The Special Investigations Unit is a civilian law enforcement agency that investigates incidents involving police officers where there has been death, serious injury or allegations of sexual assault. The Unit’s jurisdiction covers more than 50 municipal, regional and provincial police services across Ontario.

Under the Police Services Act, the Director of the SIU must determine based on the evidence gathered in an investigation whether an officer has committed a criminal offence in connection with the incident under investigation. If, after an investigation, there are reasonable grounds to believe that an offence was committed, the Director has the authority to lay a criminal charge against the officer. Alternatively, in all cases where no reasonable grounds exist, the Director does not lay criminal charges but files a report with the Attorney General communicating the results of an investigation.

Information Restrictions

Freedom of Information and Protection of Privacy Act (“FIPPA”)

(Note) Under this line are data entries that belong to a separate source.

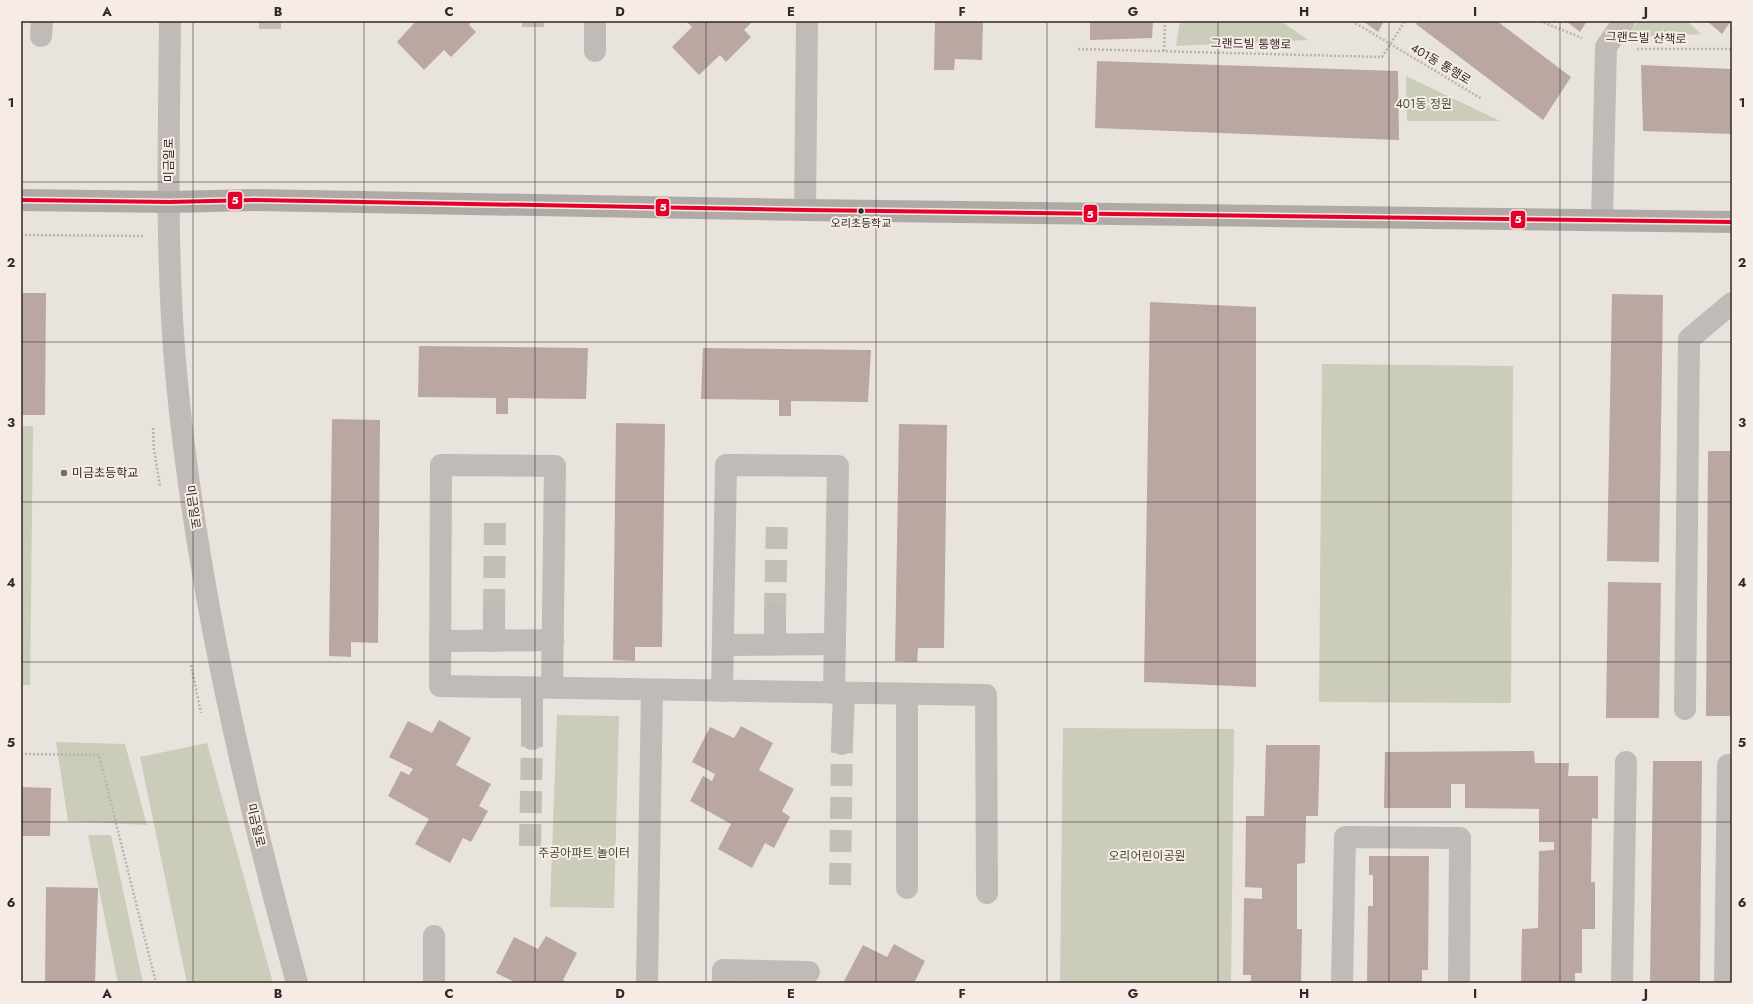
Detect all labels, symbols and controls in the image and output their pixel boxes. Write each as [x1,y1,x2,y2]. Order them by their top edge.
text: A [101,2,112,21]
text: B [274,2,283,21]
text: C [444,2,454,21]
text: D [615,2,625,21]
text: E [787,2,795,21]
text: F [958,2,966,21]
text: G [1128,2,1139,21]
text: H [1299,2,1309,21]
text: I [1473,2,1477,21]
text: J [1641,2,1648,21]
street label: 그랜드빌 산책로 [1605,28,1687,48]
street label: 그랜드빌 통행로 [1210,34,1292,54]
street label: 401동 통행로 [1407,39,1475,89]
text: 1 [8,93,14,112]
text: 1 [1739,93,1745,112]
park label: 401동 정원 [1396,95,1452,113]
street label: 미금일로 [160,138,178,182]
line badge: 5 [227,191,243,210]
text: 5 [231,192,239,208]
line badge: 5 [655,198,670,217]
text: 5 [659,199,667,215]
line badge: 5 [1083,204,1098,223]
marker: 오리초등학교 [856,206,866,216]
text: 5 [1086,206,1094,222]
line badge: 5 [1510,210,1526,229]
text: 5 [1514,211,1522,227]
place label: 오리초등학교 [831,215,891,231]
text: 2 [7,253,15,272]
text: 2 [1738,253,1746,272]
text: 3 [7,413,15,432]
text: 3 [1738,413,1746,432]
place label: 미금초등학교 [72,464,138,482]
marker: 미금초등학교 [59,468,69,478]
street label: 미금일로 [181,484,205,530]
text: 4 [6,573,16,592]
text: 4 [1737,573,1747,592]
text: 5 [7,733,15,752]
text: 5 [1738,733,1746,752]
street label: 미금일로 [242,801,270,849]
park label: 주공아파트 놀이터 [538,844,630,862]
park label: 오리어린이공원 [1108,847,1186,865]
text: 6 [7,893,16,912]
text: 6 [1738,893,1747,912]
text: A [101,984,112,1003]
text: B [274,984,283,1003]
text: C [444,984,454,1003]
text: D [615,984,625,1003]
text: E [787,984,795,1003]
text: F [958,984,966,1003]
text: G [1128,984,1139,1003]
text: H [1299,984,1309,1003]
text: I [1473,984,1477,1003]
text: J [1641,984,1648,1003]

Pursuant to section 14 of FIPPA (i.e., law enforcement), certain information may not be included in this report. This information may include, but is not limited to, the following:
  • Confidential investigative techniques and procedures used by law enforcement agencies; and
  • Information whose release could reasonably be expected to interfere with a law enforcement matter or an investigation undertaken with a view to a law enforcement proceeding. 
Pursuant to section 21 of FIPPA (i.e., personal privacy), protected personal information is not included in this document. This information may include, but is not limited to, the following:
  • Subject Officer name(s);
  • Witness Officer name(s);
  • Civilian Witness name(s);
  • Location information; 
  • Witness statements and evidence gathered in the course of the investigation provided to the SIU in confidence; and 
  • Other identifiers which are likely to reveal personal information about individuals involved in the investigation.

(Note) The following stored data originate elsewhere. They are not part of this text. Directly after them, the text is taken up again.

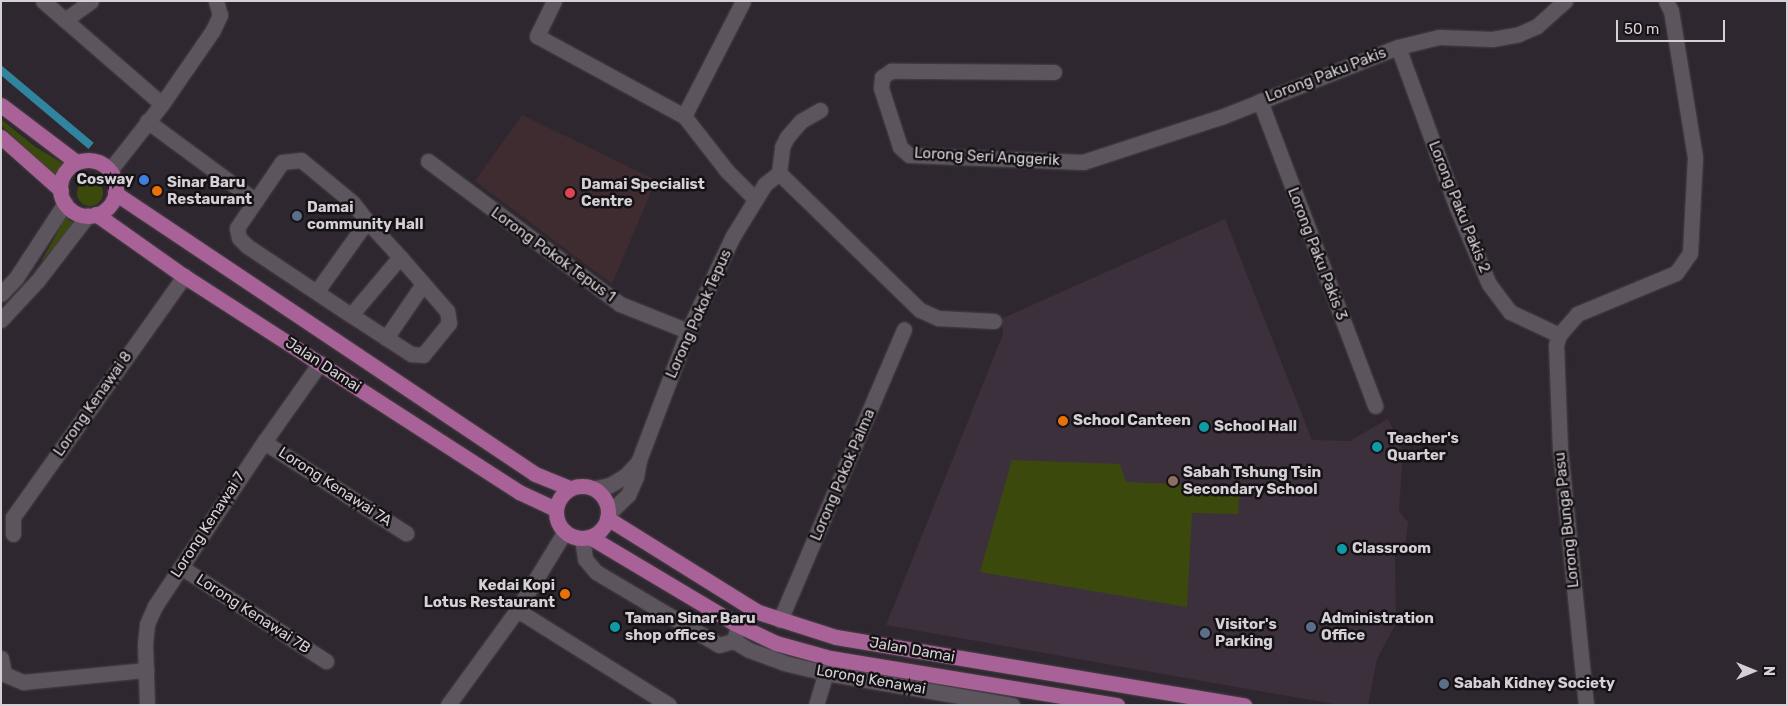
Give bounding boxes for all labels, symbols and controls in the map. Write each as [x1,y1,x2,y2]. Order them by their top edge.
scale bar [1618,10,1727,42]
text: 50 m [1624,20,1659,38]
street label: Lorong Paku Pakis [1263,44,1389,106]
street label: Lorong Paku Pakis 2 [1424,139,1494,275]
street label: Lorong Seri Anggerik [914,144,1060,170]
place label: Cosway [76,171,134,189]
place label: Sinar Baru Restaurant [167,173,252,208]
marker: Cosway [138,174,150,186]
place label: Damai Specialist Centre [581,175,705,210]
marker: Sinar Baru Restaurant [151,185,163,197]
street label: Lorong Paku Pakis 3 [1283,185,1351,323]
marker: Damai Specialist Centre [563,186,577,200]
place label: Damai community Hall [307,198,424,233]
street label: Lorong Pokok Tepus 1 [487,204,619,306]
marker: Damai community Hall [291,210,303,222]
street label: Lorong Pokok Tepus [662,247,736,381]
street label: Jalan Damai [282,334,364,396]
street label: Lorong Kenawai 8 [50,348,136,460]
street label: Lorong Pokok Palma [807,406,879,544]
place label: School Canteen [1073,412,1191,430]
marker: School Canteen [1057,415,1069,427]
place label: School Hall [1214,418,1297,436]
marker: School Hall [1198,421,1210,433]
place label: Teacher's Quarter [1387,429,1459,464]
marker: Teacher's Quarter [1371,441,1383,453]
street label: Lorong Kenawai 7A [275,444,395,530]
street label: Lorong Bunga Pasu [1551,451,1583,589]
place label: Sabah Tshung Tsin Secondary School [1183,463,1322,498]
street label: Lorong Kenawai 7 [167,469,249,581]
marker: Sabah Tshung Tsin Secondary School [1167,475,1179,487]
place label: Classroom [1352,540,1431,558]
marker: Classroom [1336,543,1348,555]
street label: Lorong Kenawai 7B [193,570,313,658]
place label: Kedai Kopi Lotus Restaurant [424,576,555,611]
marker: Kedai Kopi Lotus Restaurant [559,588,571,600]
place label: Taman Sinar Baru shop offices [625,609,756,644]
place label: Administration Office [1321,609,1434,644]
place label: Visitor's Parking [1215,615,1277,650]
marker: Taman Sinar Baru shop offices [609,621,621,633]
marker: Administration Office [1305,621,1317,633]
marker: Visitor's Parking [1199,627,1211,639]
street label: Jalan Damai [868,634,956,666]
north arrow [1728,646,1778,696]
street label: Lorong Kenawai [815,662,927,698]
text: N [1760,666,1777,676]
place label: Sabah Kidney Society [1454,675,1615,693]
marker: Sabah Kidney Society [1438,678,1450,690]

Personal Health Information Protection Act, 2004 (“PHIPA”)

Pursuant to PHIPA, any information related to the personal health of identifiable individuals is not included.

Other proceedings, processes, and investigations

Information may have also been excluded from this report because its release could undermine the integrity of other proceedings involving the same incident, such as criminal proceedings, coroner’s inquests, other public proceedings and/or other law enforcement investigations.

Mandate Engaged

The Unit’s investigative jurisdiction is limited to those incidents where there is a serious injury (including sexual assault allegations) or death in cases involving the police.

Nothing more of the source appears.